- Extracted material:
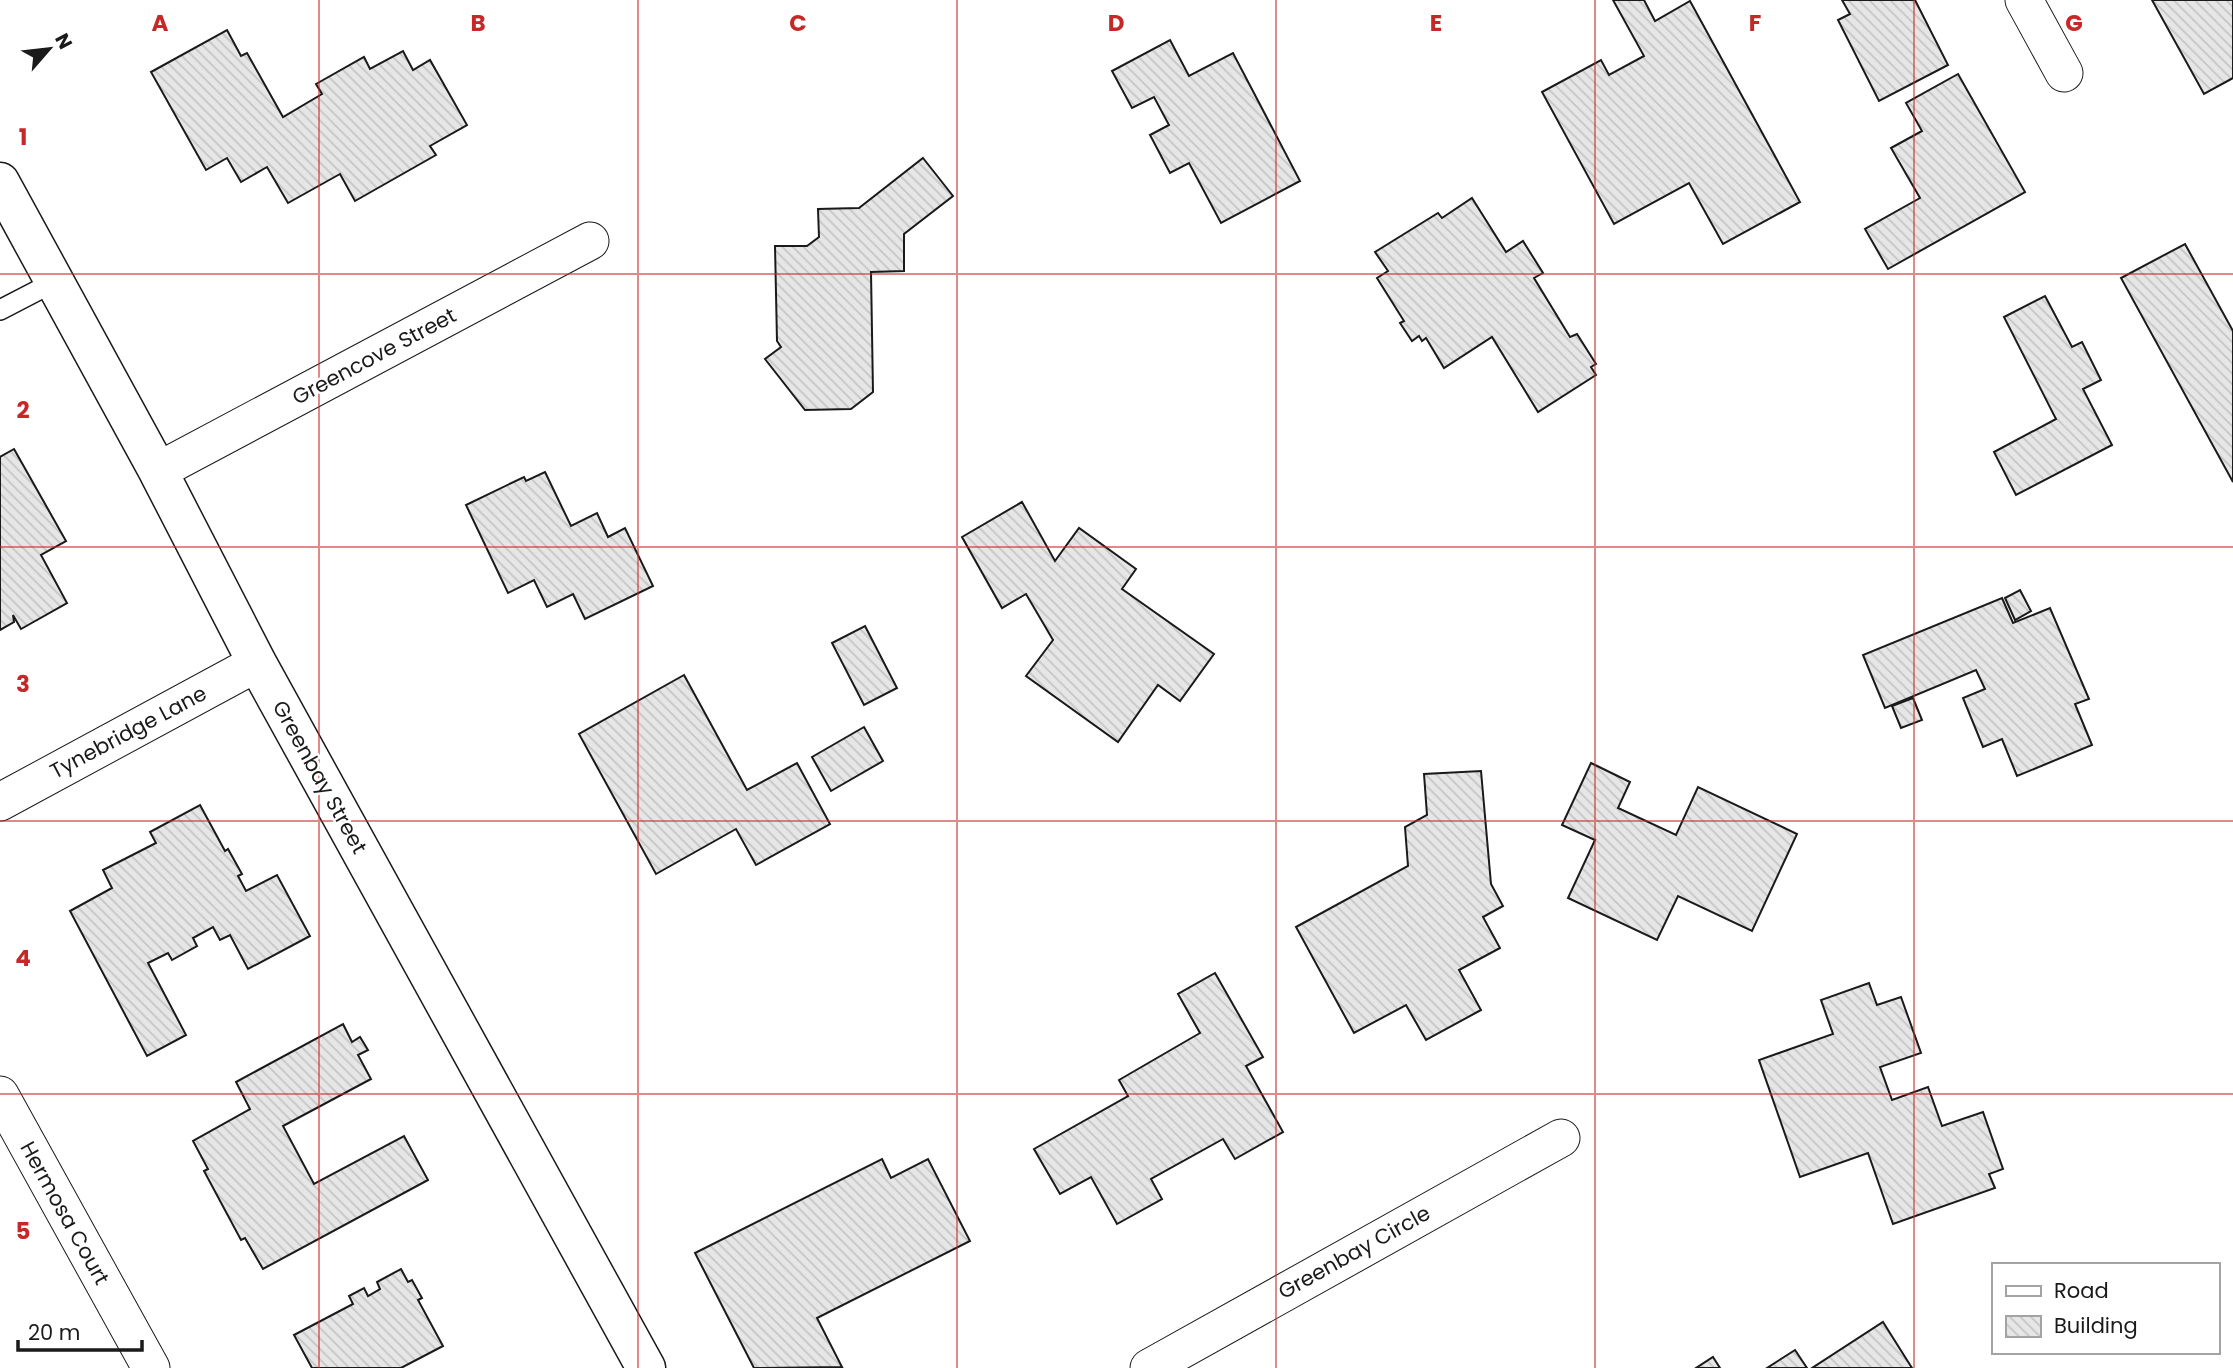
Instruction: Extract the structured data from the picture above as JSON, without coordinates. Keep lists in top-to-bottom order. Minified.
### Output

---

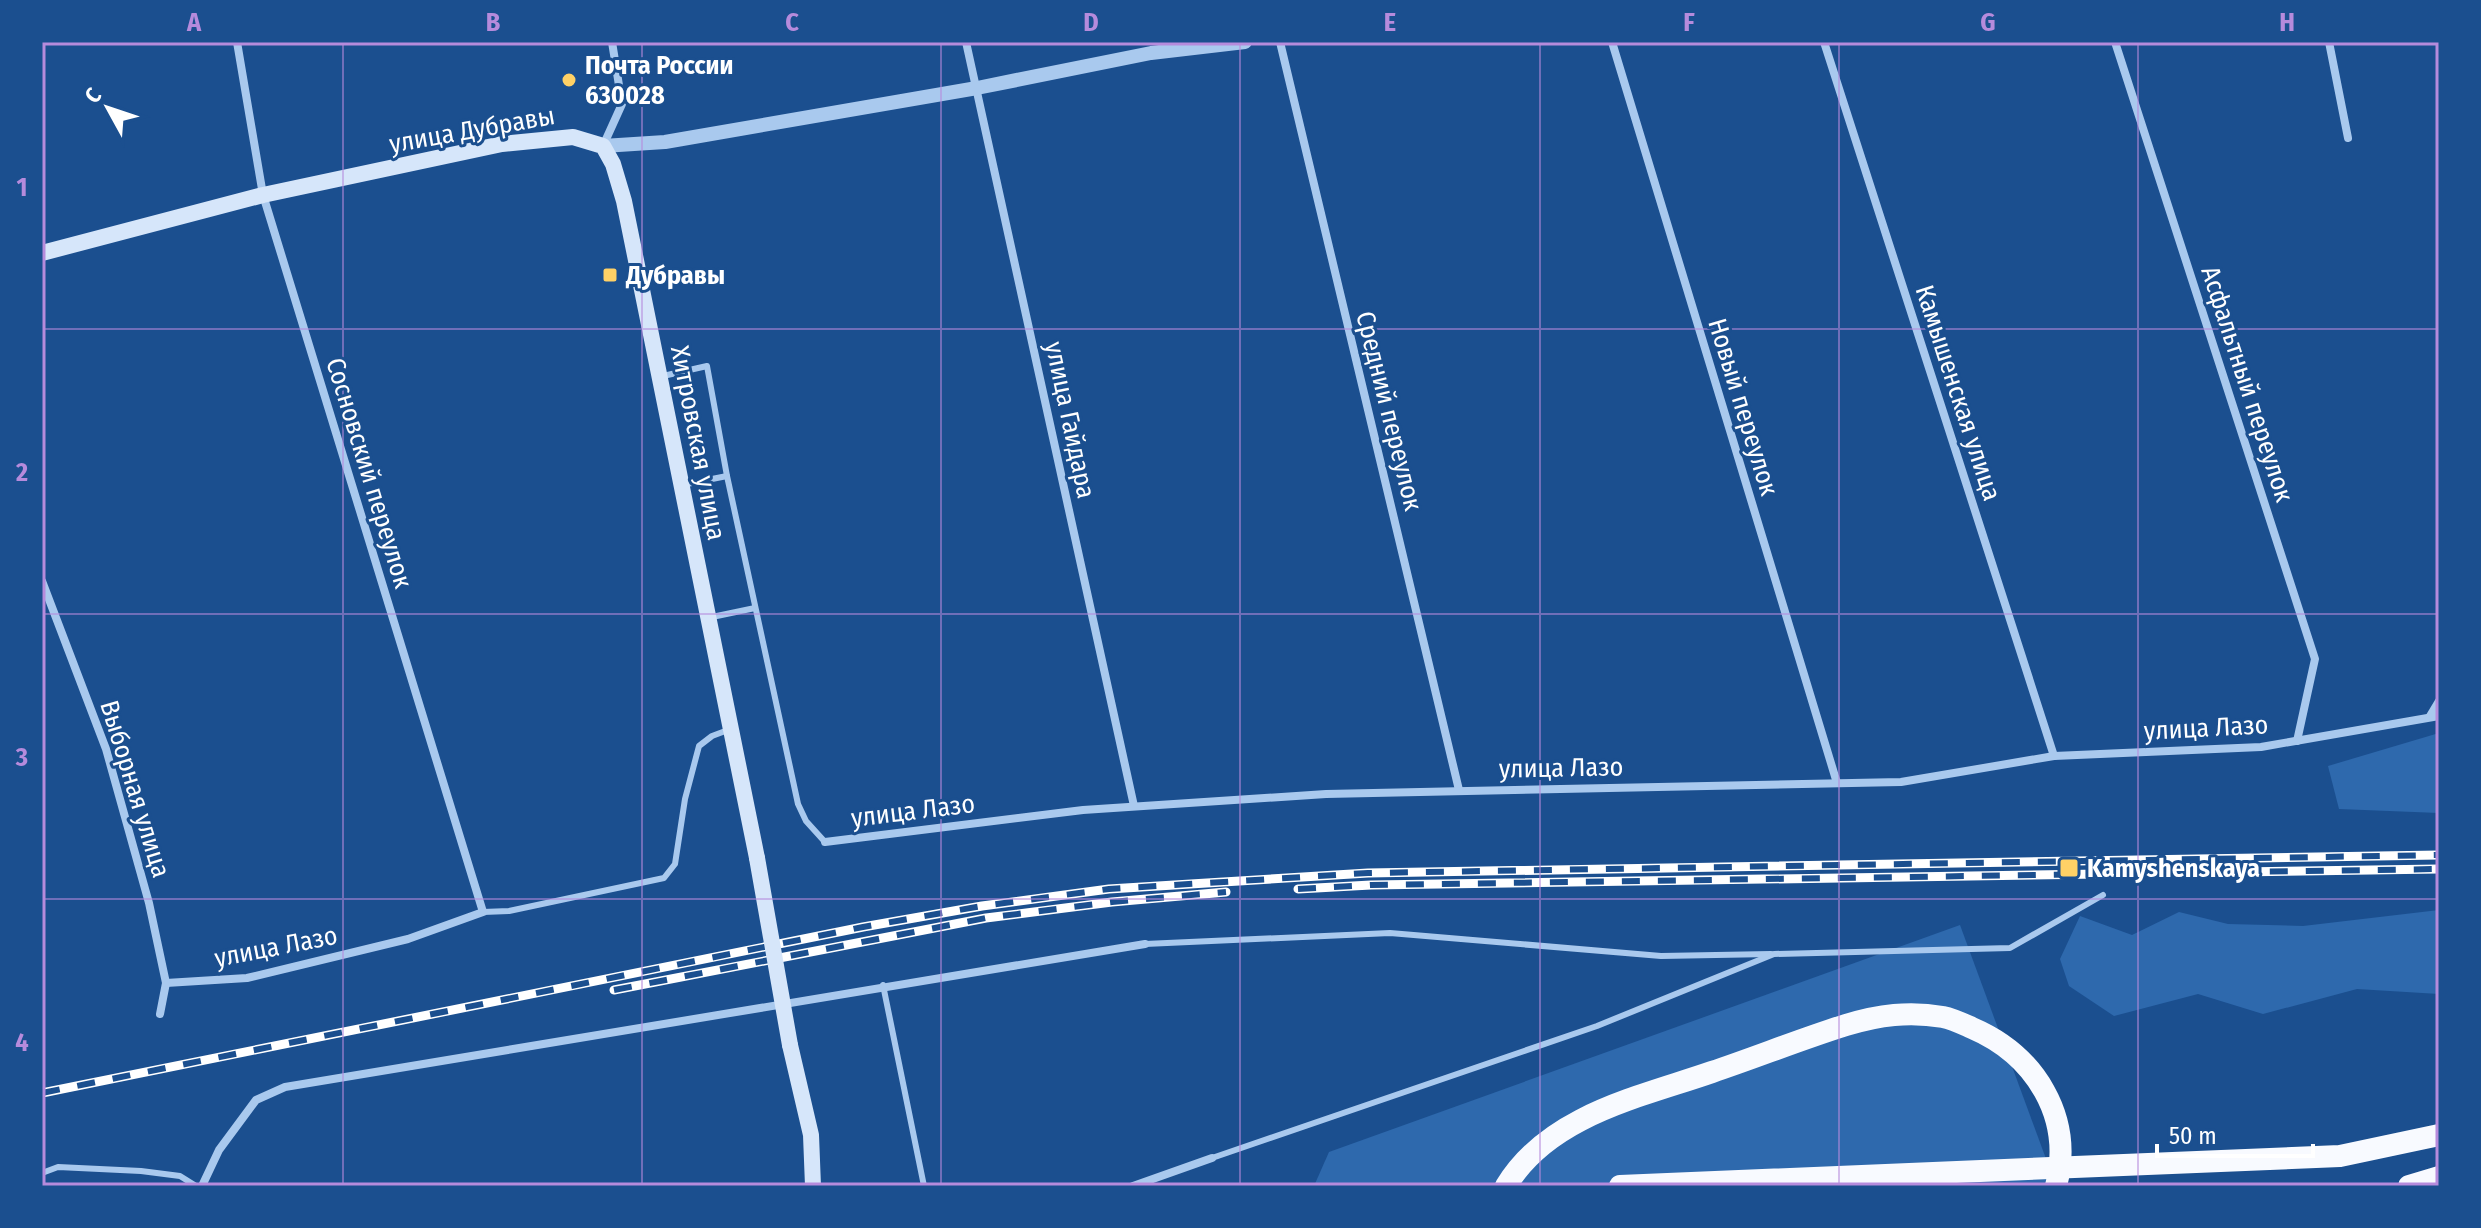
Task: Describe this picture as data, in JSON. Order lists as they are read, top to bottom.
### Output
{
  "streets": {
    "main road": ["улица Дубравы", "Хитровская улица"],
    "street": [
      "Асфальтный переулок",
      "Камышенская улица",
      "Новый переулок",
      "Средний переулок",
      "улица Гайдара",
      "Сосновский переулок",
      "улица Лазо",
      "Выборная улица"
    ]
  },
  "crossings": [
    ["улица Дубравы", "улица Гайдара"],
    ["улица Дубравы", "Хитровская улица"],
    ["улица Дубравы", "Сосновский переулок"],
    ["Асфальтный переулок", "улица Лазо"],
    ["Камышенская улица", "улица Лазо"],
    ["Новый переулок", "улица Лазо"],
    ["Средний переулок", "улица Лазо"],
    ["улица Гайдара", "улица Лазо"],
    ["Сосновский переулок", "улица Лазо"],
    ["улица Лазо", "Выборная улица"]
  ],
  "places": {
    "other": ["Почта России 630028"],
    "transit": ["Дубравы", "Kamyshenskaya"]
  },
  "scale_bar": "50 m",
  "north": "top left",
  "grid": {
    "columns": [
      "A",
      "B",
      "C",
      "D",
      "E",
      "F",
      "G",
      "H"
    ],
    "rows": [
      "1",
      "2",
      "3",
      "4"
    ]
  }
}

- Action item: Of the lines above, copy each that contains "data".

- Reply to the exercise:
Instruction: Extract the structured data from the picture above as JSON, without coordinates. Keep lists in top-to-bottom order. Minified.
Task: Describe this picture as data, in JSON. Order lists as they are read, top to bottom.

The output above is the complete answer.